En France, le gouvernement envisage d’interdire les sachets de nicotine (« pouches ») au nom de la santé publique. Pourtant, ces produits sans tabac, moins nocifs que la cigarette et bien plus abordables que les substituts classiques, représentent une opportunité précieuse pour les fumeurs souhaitant décrocher. Cette mesure entre en contradiction avec les discours officiels sur le pouvoir d’achat et la lutte contre les inégalités sociales et sanitaires.
Une alternative efficace menacée de disparition
À première vue, les pouches – ces petits sachets de nicotine à placer sous la lèvre – n’ont rien de révolutionnaire. Et pourtant, ils changent la donne pour des milliers de fumeurs en quête de sevrage. Sans combustion, sans goudron ni monoxyde de carbone, ces produits permettent une absorption contrôlée de nicotine, en toute simplicité.
Leur usage se développe en France, souvent chez des adultes désireux de réduire leur consommation ou de sortir du tabac. Leur prix, autour de six euros le sachet, les rend bien plus abordables que les substituts classiques – patchs, gommes, comprimés – ou que le paquet de cigarettes, désormais vendu plus de douze euros. Un facteur décisif pour les plus modestes.
Des résultats probants ailleurs en Europe
Le cas suédois est régulièrement cité en exemple. Grâce à l’usage massif du snus, cousin des pouches, la Suède affiche l’un des taux de tabagisme les plus faibles d’Europe. En Norvège ou au Royaume-Uni, ces approches dites de « réduction des risques » sont intégrées aux politiques publiques, avec des résultats concrets.
En France, l’État semble faire le choix inverse. Prétextant une possible attractivité des pouches chez les jeunes – sans données probantes pour l’étayer –, le gouvernement envisage une interdiction pure et simple. Une décision qui, de l’avis de nombreux experts en santé publique, reviendrait à fermer une porte de sortie à de nombreux fumeurs adultes.
Un contresens sanitaire doublé d’un paradoxe économique
L’interdiction des pouches entre en résonance étrange avec les discours officiels sur le pouvoir d’achat. Comment justifier qu’on prive les Français d’un outil abordable pour réduire ou arrêter le tabac, alors que la cigarette continue de tuer plus de 75 000 personnes chaque année dans le pays ?

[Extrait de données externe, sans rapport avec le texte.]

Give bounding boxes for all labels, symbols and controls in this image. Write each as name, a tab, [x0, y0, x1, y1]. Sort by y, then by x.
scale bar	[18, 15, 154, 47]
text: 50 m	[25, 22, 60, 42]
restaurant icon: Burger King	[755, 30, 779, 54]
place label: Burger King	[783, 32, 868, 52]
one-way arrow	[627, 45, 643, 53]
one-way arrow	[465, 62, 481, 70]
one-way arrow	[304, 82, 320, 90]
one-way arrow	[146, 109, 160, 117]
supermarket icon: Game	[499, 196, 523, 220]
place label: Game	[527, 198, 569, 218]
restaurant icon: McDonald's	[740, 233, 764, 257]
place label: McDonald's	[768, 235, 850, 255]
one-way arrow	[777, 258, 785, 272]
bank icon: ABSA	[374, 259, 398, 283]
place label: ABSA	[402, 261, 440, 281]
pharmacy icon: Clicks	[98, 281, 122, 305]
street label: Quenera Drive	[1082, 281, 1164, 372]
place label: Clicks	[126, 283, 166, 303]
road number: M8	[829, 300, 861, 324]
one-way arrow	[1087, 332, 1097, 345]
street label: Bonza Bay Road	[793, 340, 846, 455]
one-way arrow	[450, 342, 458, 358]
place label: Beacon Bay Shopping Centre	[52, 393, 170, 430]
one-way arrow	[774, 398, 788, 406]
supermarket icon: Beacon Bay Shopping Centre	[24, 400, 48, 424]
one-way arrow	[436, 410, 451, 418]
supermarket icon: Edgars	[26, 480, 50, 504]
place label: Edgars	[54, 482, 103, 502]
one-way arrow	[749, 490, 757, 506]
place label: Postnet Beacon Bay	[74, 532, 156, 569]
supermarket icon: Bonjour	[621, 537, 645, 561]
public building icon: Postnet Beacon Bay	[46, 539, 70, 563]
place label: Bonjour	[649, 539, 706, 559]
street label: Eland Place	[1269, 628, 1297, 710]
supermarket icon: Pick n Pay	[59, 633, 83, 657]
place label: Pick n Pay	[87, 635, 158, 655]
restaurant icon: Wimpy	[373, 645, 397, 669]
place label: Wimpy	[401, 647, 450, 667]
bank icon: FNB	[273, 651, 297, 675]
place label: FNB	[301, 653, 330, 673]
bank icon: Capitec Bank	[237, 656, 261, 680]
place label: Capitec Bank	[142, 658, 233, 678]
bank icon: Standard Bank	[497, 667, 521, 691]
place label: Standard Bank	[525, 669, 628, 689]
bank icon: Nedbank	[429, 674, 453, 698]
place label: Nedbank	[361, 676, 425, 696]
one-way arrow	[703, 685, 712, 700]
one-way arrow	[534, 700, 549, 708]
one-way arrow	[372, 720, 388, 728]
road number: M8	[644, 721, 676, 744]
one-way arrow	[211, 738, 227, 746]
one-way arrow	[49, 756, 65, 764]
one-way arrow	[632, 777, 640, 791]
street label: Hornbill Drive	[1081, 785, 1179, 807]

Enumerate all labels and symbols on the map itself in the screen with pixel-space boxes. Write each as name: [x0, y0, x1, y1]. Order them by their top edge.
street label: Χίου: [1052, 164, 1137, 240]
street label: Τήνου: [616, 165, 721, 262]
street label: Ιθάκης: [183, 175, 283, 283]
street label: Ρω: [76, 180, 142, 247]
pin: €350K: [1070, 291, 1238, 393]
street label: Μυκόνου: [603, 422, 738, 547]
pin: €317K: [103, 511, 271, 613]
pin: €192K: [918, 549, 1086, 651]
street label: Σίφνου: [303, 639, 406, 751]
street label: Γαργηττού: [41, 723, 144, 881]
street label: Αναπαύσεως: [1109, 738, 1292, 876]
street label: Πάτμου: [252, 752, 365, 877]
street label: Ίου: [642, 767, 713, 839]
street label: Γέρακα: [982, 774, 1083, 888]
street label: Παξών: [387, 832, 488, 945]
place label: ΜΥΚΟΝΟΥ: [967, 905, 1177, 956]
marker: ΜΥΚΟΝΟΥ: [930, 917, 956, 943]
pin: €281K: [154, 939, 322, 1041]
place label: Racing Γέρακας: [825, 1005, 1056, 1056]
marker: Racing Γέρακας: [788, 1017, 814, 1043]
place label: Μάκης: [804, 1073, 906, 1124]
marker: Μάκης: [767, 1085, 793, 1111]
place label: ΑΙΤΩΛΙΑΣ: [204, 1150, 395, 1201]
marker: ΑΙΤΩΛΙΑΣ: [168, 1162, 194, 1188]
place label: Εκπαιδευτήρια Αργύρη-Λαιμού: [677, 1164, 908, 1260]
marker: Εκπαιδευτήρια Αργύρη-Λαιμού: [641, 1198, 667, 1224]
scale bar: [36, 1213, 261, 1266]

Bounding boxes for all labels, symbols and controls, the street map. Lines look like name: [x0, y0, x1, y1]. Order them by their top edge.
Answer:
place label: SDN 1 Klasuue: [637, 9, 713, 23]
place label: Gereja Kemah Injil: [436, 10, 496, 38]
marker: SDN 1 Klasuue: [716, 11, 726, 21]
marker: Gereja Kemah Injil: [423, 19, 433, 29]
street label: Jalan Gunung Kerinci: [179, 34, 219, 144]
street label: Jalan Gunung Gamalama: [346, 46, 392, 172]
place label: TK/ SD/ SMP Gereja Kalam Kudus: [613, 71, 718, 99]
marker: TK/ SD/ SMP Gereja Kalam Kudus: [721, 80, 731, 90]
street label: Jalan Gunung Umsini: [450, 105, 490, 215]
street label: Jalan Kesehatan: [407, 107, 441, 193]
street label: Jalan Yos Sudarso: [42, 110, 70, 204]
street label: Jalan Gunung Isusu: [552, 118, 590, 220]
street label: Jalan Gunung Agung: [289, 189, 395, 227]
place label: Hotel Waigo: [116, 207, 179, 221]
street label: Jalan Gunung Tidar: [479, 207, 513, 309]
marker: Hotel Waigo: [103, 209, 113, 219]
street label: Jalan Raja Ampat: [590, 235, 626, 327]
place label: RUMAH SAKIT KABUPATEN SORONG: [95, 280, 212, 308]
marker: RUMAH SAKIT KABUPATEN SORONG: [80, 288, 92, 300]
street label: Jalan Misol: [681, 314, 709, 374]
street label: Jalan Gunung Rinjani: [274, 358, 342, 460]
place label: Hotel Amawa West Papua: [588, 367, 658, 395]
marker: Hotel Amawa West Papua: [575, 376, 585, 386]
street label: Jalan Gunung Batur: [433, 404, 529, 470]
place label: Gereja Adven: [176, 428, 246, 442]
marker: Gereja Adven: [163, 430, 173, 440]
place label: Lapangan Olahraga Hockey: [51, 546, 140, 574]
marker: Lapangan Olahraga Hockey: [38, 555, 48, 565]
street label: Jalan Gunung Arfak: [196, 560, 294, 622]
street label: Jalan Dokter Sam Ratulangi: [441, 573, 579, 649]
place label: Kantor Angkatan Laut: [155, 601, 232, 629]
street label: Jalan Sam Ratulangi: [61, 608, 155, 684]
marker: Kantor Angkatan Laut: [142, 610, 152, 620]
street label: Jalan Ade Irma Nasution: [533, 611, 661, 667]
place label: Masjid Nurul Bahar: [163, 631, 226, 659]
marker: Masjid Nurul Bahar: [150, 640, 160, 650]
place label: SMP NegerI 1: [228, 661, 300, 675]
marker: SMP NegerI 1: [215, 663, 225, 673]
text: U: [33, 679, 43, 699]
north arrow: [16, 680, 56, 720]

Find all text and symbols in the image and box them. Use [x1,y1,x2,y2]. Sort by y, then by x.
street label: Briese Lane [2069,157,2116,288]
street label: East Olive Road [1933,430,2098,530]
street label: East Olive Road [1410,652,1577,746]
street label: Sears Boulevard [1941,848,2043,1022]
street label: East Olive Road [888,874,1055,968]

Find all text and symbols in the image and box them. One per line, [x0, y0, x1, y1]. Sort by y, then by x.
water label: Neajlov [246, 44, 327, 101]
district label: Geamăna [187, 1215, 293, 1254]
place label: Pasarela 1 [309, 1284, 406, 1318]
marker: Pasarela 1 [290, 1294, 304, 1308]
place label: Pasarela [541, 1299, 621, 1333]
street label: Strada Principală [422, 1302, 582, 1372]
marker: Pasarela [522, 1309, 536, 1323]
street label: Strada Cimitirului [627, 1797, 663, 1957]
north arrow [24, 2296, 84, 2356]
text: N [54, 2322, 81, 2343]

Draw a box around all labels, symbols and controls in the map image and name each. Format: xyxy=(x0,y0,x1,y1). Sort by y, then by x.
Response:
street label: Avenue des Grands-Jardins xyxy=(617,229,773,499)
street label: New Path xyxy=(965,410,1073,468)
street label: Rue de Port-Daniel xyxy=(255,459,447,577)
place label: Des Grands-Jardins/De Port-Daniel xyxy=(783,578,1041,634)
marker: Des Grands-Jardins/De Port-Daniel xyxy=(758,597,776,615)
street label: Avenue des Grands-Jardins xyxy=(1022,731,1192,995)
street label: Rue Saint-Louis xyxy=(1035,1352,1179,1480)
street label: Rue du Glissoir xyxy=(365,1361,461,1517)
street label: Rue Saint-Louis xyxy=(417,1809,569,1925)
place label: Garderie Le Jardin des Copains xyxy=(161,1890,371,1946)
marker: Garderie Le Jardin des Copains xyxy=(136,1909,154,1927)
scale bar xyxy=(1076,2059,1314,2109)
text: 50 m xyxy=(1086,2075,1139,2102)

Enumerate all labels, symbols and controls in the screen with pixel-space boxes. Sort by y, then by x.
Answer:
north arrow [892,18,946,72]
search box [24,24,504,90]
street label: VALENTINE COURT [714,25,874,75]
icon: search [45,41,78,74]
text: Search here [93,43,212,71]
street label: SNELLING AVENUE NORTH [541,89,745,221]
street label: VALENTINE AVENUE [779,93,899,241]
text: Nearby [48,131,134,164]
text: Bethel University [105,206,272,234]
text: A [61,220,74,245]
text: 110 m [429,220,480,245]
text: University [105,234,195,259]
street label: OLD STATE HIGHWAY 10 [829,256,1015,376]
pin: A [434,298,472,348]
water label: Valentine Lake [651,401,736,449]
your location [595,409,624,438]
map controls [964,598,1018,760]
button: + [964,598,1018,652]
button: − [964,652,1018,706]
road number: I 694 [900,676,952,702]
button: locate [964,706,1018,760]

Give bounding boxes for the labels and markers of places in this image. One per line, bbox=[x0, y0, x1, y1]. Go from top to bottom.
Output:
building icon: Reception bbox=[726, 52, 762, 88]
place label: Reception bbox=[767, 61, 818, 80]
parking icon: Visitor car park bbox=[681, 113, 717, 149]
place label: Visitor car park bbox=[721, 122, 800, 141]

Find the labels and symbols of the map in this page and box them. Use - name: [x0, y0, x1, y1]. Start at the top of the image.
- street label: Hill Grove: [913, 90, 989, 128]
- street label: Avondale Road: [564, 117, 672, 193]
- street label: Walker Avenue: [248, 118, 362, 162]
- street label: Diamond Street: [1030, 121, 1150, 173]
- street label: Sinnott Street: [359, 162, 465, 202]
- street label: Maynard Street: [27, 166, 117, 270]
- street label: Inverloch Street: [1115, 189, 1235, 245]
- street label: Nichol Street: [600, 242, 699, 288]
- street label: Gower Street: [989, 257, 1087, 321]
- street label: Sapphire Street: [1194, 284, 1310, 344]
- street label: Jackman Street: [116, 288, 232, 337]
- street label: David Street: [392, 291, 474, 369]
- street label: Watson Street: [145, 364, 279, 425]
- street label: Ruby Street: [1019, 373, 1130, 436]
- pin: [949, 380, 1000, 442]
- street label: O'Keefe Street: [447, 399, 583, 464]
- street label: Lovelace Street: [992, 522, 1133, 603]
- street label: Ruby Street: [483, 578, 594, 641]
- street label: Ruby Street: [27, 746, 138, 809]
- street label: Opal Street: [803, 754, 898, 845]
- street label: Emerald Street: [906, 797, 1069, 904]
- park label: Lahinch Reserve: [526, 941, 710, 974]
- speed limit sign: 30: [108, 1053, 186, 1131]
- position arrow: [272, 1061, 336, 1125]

En rendant inaccessibles ces produits à bas coût, on risque de renvoyer les usagers vers des substituts plus chers – pas toujours remboursés – ou, pire, vers la cigarette elle-même. Pour beaucoup, notamment les plus précaires, les pouches représentent une solution simple, efficace, et enfin à leur portée.
L’idéologie au-dessus de la science
La France reste campée sur une logique de prohibition, au lieu d’adopter une stratégie de réduction des risques fondée sur l’accompagnement, l’encadrement et la responsabilisation. Les pays qui ont fait ce choix obtiennent de meilleurs résultats dans la lutte contre le tabagisme, sans pour autant sacrifier la santé des jeunes.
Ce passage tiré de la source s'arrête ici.